[Start of Attachment]

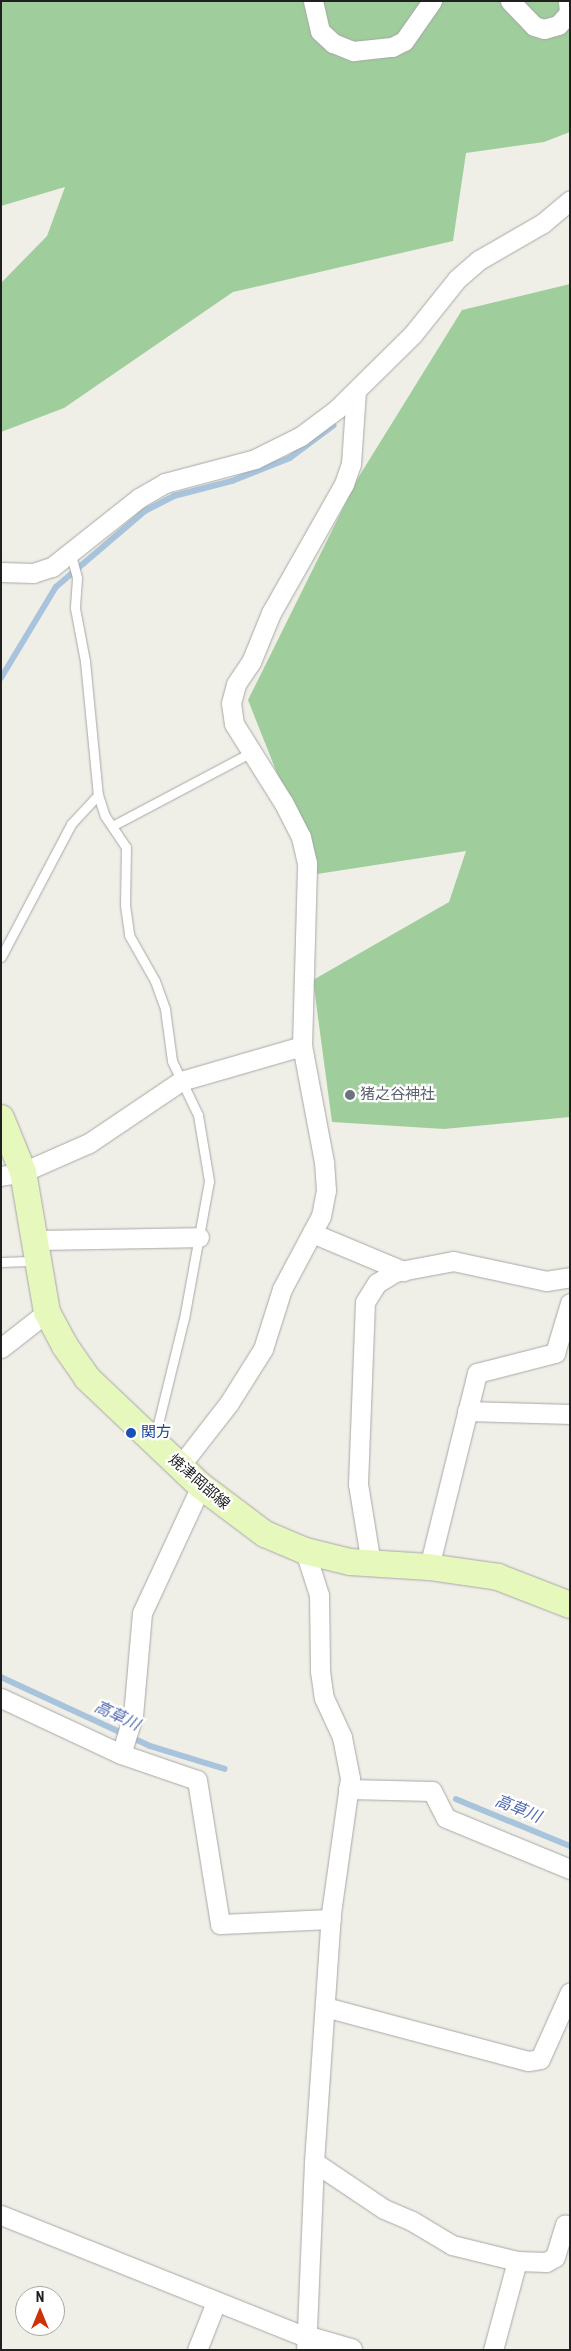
<!DOCTYPE html>
<meta charset="utf-8">
<style>
body{margin:0}
#map{position:relative;width:571px;height:2351px;overflow:hidden;background:#f0efe7;font-family:"Roboto Condensed","Noto Sans JP",sans-serif}
div>[style]{position:absolute}
[style*='--x']{left:calc(var(--x)*1px);top:calc(var(--y)*1px);width:calc(var(--w)*1px);rotate:calc(var(--a)*1deg)}
.forest>*{inset:0;background:#9fce9c}
.stream>*{height:5.5px;margin:-2.75px;padding:0 2.75px;transform-origin:2.75px;border-radius:2.75px;background:#a8c4dd}
.roads{filter:drop-shadow(0 0 1px #a7a7a7) drop-shadow(0 0 1px #a7a7a7)}
.service>*{height:9px;margin:-4.5px;padding:0 4.5px;transform-origin:4.5px;border-radius:4.5px;background:#fff}
.minor>*{height:19px;margin:-9.5px;padding:0 9.5px;transform-origin:9.5px;border-radius:9.5px;background:#fff}
.tertiary>*{height:22px;margin:-11px;padding:0 11px;transform-origin:11px;border-radius:11px;background:#fff}
.secondary>*{height:26px;margin:-13px;padding:0 13px;transform-origin:13px;border-radius:13px;background:#e7f8bd}
.dots>*{width:14px;height:14px;translate:-50% -50%;box-sizing:border-box;border:2px solid #fff;border-radius:50%}
span{translate:-50% -50%;white-space:nowrap;text-align:center;line-height:1.15;-webkit-text-stroke:4.5px #fff;paint-order:stroke}
.worship-label{font-size:15px;color:#5b616d}
.left{translate:0 -50%;text-align:left}
.transit-label{font-size:15px;color:#164399}
.street-label{font-size:15px;color:#202020}
.water-label{font-size:16px;color:#4e67ae;font-style:italic}
.frame{position:absolute;inset:0;border:2px solid #202020;pointer-events:none}
.north{position:absolute;left:15px;top:2286px;width:50px;height:50px;box-sizing:border-box;background:#fff;border:1px solid #a6a6a6;border-radius:50%;rotate:0deg;font-size:14px;font-weight:700;line-height:20px;text-align:center;color:#202020}
.north::after{content:'';display:block;margin:auto;width:18px;height:22px;background:#cb3305;clip-path:polygon(50% 0,100% 100%,50% 72%,0 100%)}
</style>
<div id="map">
<div class="forest">
<i style="clip-path:polygon(1px 1px,570px 1px,570px 132px,544px 142px,466px 153px,453px 241px,233px 292px,64px 408px,1px 432px,1px 283px,47px 236px,65px 187px,1px 206px)"></i>
<i style="clip-path:polygon(570px 284px,570px 1117px,444px 1129px,332px 1122px,313px 980px,449px 902px,466px 851px,317px 874px,248px 700px,358px 478px,462px 310px)"></i>
</div>
<div class="stream">
<i style="--x:1;--y:678;--w:106;--a:-58.9"></i>
<i style="--x:56;--y:587;--w:117;--a:-40.5"></i>
<i style="--x:145;--y:511;--w:33;--a:-27"></i>
<i style="--x:174;--y:496;--w:60;--a:-14.5"></i>
<i style="--x:232;--y:481;--w:62;--a:-21.6"></i>
<i style="--x:290;--y:458;--w:54;--a:-36.7"></i>
<i style="--x:1;--y:1677;--w:164;--a:24.8"></i>
<i style="--x:150;--y:1746;--w:78;--a:17"></i>
<i style="--x:456;--y:1799;--w:123;--a:22.4"></i>
</div>
<div class="roads">
<div class="service">
<i style="--x:71;--y:555;--w:24;--a:75"></i>
<i style="--x:77;--y:578;--w:30;--a:94"></i>
<i style="--x:75;--y:608;--w:54;--a:79.3"></i>
<i style="--x:85;--y:661;--w:135;--a:84.5"></i>
<i style="--x:98;--y:795;--w:22;--a:72"></i>
<i style="--x:105;--y:816;--w:37;--a:56"></i>
<i style="--x:126;--y:847;--w:58;--a:91"></i>
<i style="--x:125;--y:905;--w:30;--a:82"></i>
<i style="--x:129;--y:935;--w:53;--a:60.5"></i>
<i style="--x:155;--y:981;--w:30;--a:70"></i>
<i style="--x:165;--y:1009;--w:52;--a:82.3"></i>
<i style="--x:172;--y:1061;--w:60;--a:64.3"></i>
<i style="--x:198;--y:1115;--w:67;--a:80.5"></i>
<i style="--x:209;--y:1181;--w:139;--a:100.3"></i>
<i style="--x:184;--y:1318;--w:122;--a:103.8"></i>
<i style="--x:114;--y:825;--w:156;--a:-27.9"></i>
<i style="--x:1;--y:957;--w:150;--a:-62.2"></i>
<i style="--x:71;--y:824;--w:40;--a:-47"></i>
<i style="--x:1;--y:1262;--w:35;--a:-2"></i>
</div>
<div class="minor">
<i style="--x:313;--y:1;--w:31;--a:77"></i>
<i style="--x:320;--y:31;--w:18;--a:43"></i>
<i style="--x:333;--y:43;--w:22;--a:22"></i>
<i style="--x:353;--y:51;--w:39;--a:-6"></i>
<i style="--x:392;--y:47;--w:13;--a:-27"></i>
<i style="--x:404;--y:41;--w:49;--a:-55"></i>
<i style="--x:510;--y:1;--w:35;--a:46"></i>
<i style="--x:534;--y:26;--w:10;--a:17"></i>
<i style="--x:544;--y:29;--w:15;--a:-16"></i>
<i style="--x:558;--y:25;--w:16;--a:-47"></i>
<i style="--x:569;--y:13;--w:12;--a:-95"></i>
<i style="--x:1;--y:572;--w:32;--a:2"></i>
<i style="--x:33;--y:573;--w:20;--a:-18"></i>
<i style="--x:52;--y:567;--w:111;--a:-38.4"></i>
<i style="--x:139;--y:498;--w:30;--a:-30"></i>
<i style="--x:165;--y:483;--w:93;--a:-14.9"></i>
<i style="--x:255;--y:459;--w:51;--a:-26.6"></i>
<i style="--x:301;--y:436;--w:45;--a:-36.9"></i>
<i style="--x:337;--y:409;--w:107;--a:-44.6"></i>
<i style="--x:413;--y:334;--w:70;--a:-51.3"></i>
<i style="--x:457;--y:279;--w:29;--a:-41"></i>
<i style="--x:479;--y:260;--w:74;--a:-30"></i>
<i style="--x:543;--y:223;--w:35;--a:-40"></i>
<i style="--x:1;--y:1176;--w:22;--a:-10"></i>
<i style="--x:23;--y:1172;--w:72;--a:-23.7"></i>
<i style="--x:89;--y:1143;--w:111;--a:-34"></i>
<i style="--x:181;--y:1081;--w:126;--a:-16.1"></i>
<i style="--x:312;--y:1233;--w:99;--a:22.7"></i>
<i style="--x:35;--y:1240;--w:164;--a:-1"></i>
<i style="--x:1;--y:1348;--w:58;--a:-38"></i>
<i style="--x:467;--y:1411;--w:103;--a:1.7"></i>
<i style="--x:180;--y:1466;--w:80;--a:-52.1"></i>
<i style="--x:229;--y:1403;--w:64;--a:-57.8"></i>
<i style="--x:263;--y:1349;--w:63;--a:-72.4"></i>
<i style="--x:282;--y:1289;--w:83;--a:-61.9"></i>
<i style="--x:321;--y:1216;--w:26;--a:-79"></i>
<i style="--x:326;--y:1190;--w:28;--a:-94"></i>
<i style="--x:324;--y:1162;--w:118;--a:-100.7"></i>
<i style="--x:302;--y:1046;--w:183;--a:-88.4"></i>
<i style="--x:307;--y:863;--w:27;--a:-103"></i>
<i style="--x:301;--y:837;--w:39;--a:-117"></i>
<i style="--x:283;--y:802;--w:92;--a:-122.1"></i>
<i style="--x:234;--y:724;--w:21;--a:-98"></i>
<i style="--x:231;--y:703;--w:20;--a:-75"></i>
<i style="--x:236;--y:684;--w:27;--a:-56"></i>
<i style="--x:251;--y:662;--w:53;--a:-67.8"></i>
<i style="--x:271;--y:613;--w:148;--a:-60.5"></i>
<i style="--x:344;--y:484;--w:21;--a:-71"></i>
<i style="--x:351;--y:464;--w:73;--a:-86.1"></i>
<i style="--x:305;--y:1551;--w:46;--a:72.3"></i>
<i style="--x:319;--y:1595;--w:76;--a:89.2"></i>
<i style="--x:320;--y:1671;--w:27;--a:82"></i>
<i style="--x:324;--y:1698;--w:43;--a:65.2"></i>
<i style="--x:342;--y:1737;--w:42;--a:79"></i>
<i style="--x:350;--y:1778;--w:136;--a:98"></i>
<i style="--x:331;--y:1913;--w:250;--a:93.9"></i>
<i style="--x:314;--y:2162;--w:188;--a:92.4"></i>
<i style="--x:371;--y:1564;--w:81;--a:-99.2"></i>
<i style="--x:358;--y:1484;--w:182;--a:-87.8"></i>
<i style="--x:365;--y:1302;--w:22;--a:-58"></i>
<i style="--x:377;--y:1283;--w:21;--a:-31"></i>
<i style="--x:395;--y:1272;--w:59;--a:-10.7"></i>
<i style="--x:453;--y:1261;--w:95;--a:12.1"></i>
<i style="--x:546;--y:1281;--w:24;--a:-9"></i>
<i style="--x:429;--y:1567;--w:200;--a:-76.1"></i>
<i style="--x:477;--y:1373;--w:81;--a:-14.4"></i>
<i style="--x:555;--y:1353;--w:52;--a:-73.3"></i>
<i style="--x:1;--y:1698;--w:132;--a:25"></i>
<i style="--x:121;--y:1754;--w:80;--a:18.9"></i>
<i style="--x:197;--y:1780;--w:146;--a:80.9"></i>
<i style="--x:220;--y:1924;--w:111;--a:-2.6"></i>
<i style="--x:123;--y:1748;--w:34;--a:-73"></i>
<i style="--x:133;--y:1716;--w:103;--a:-85"></i>
<i style="--x:142;--y:1613;--w:140;--a:-65.1"></i>
<i style="--x:348;--y:1789;--w:84;--a:1.4"></i>
<i style="--x:432;--y:1791;--w:30;--a:63"></i>
<i style="--x:446;--y:1818;--w:134;--a:22.4"></i>
<i style="--x:325;--y:2007;--w:210;--a:14.9"></i>
<i style="--x:528;--y:2061;--w:12;--a:-9"></i>
<i style="--x:540;--y:2059;--w:73;--a:-65.9"></i>
<i style="--x:314;--y:2162;--w:84;--a:33.9"></i>
<i style="--x:384;--y:2209;--w:30;--a:23"></i>
<i style="--x:412;--y:2221;--w:47;--a:31"></i>
<i style="--x:452;--y:2245;--w:67;--a:13.8"></i>
<i style="--x:517;--y:2261;--w:29;--a:2"></i>
<i style="--x:546;--y:2262;--w:10;--a:-29"></i>
<i style="--x:555;--y:2257;--w:34;--a:-73"></i>
<i style="--x:1;--y:2215;--w:328;--a:21.8"></i>
<i style="--x:197;--y:2350;--w:52;--a:-68.4"></i>
<i style="--x:493;--y:2350;--w:92;--a:-74.9"></i>
</div>
<div class="tertiary">
<i style="--x:306;--y:2337;--w:47;--a:16.1"></i>
</div>
<div class="secondary">
<i style="--x:1;--y:1118;--w:58;--a:67.8"></i>
<i style="--x:23;--y:1172;--w:142;--a:80.3"></i>
<i style="--x:47;--y:1312;--w:38;--a:62"></i>
<i style="--x:65;--y:1346;--w:39;--a:55"></i>
<i style="--x:87;--y:1378;--w:157;--a:43.5"></i>
<i style="--x:201;--y:1486;--w:80;--a:36.9"></i>
<i style="--x:265;--y:1534;--w:43;--a:23"></i>
<i style="--x:305;--y:1551;--w:46;--a:13.7"></i>
<i style="--x:350;--y:1562;--w:79;--a:3.6"></i>
<i style="--x:429;--y:1567;--w:70;--a:8.2"></i>
<i style="--x:498;--y:1577;--w:77;--a:21.3"></i>
</div>
</div>
<div class="dots">
<i style="left:350px;top:1095px;background:#6b7280"></i>
<i style="left:131px;top:1433px;background:#1a4fb4"></i>
</div>
<div class="worship-label">
<span class="left" style="left:360px;top:1095px">猪之谷神社</span>
</div>
<div class="transit-label">
<span class="left" style="left:141px;top:1433px">関方</span>
</div>
<div class="street-label">
<span style="left:199px;top:1482px;rotate:41deg">焼津岡部線</span>
</div>
<div class="water-label">
<span style="left:117px;top:1716px;rotate:25deg">高草川</span>
<span style="left:518px;top:1809px;rotate:22deg">高草川</span>
</div>
<div class="frame"></div>
<div class="north">N</div>
</div>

[End of Attachment]

Count the lines in the material above where the word "polygon" occurs, and reply with nothing but the number.

• **Result of the exercise**
3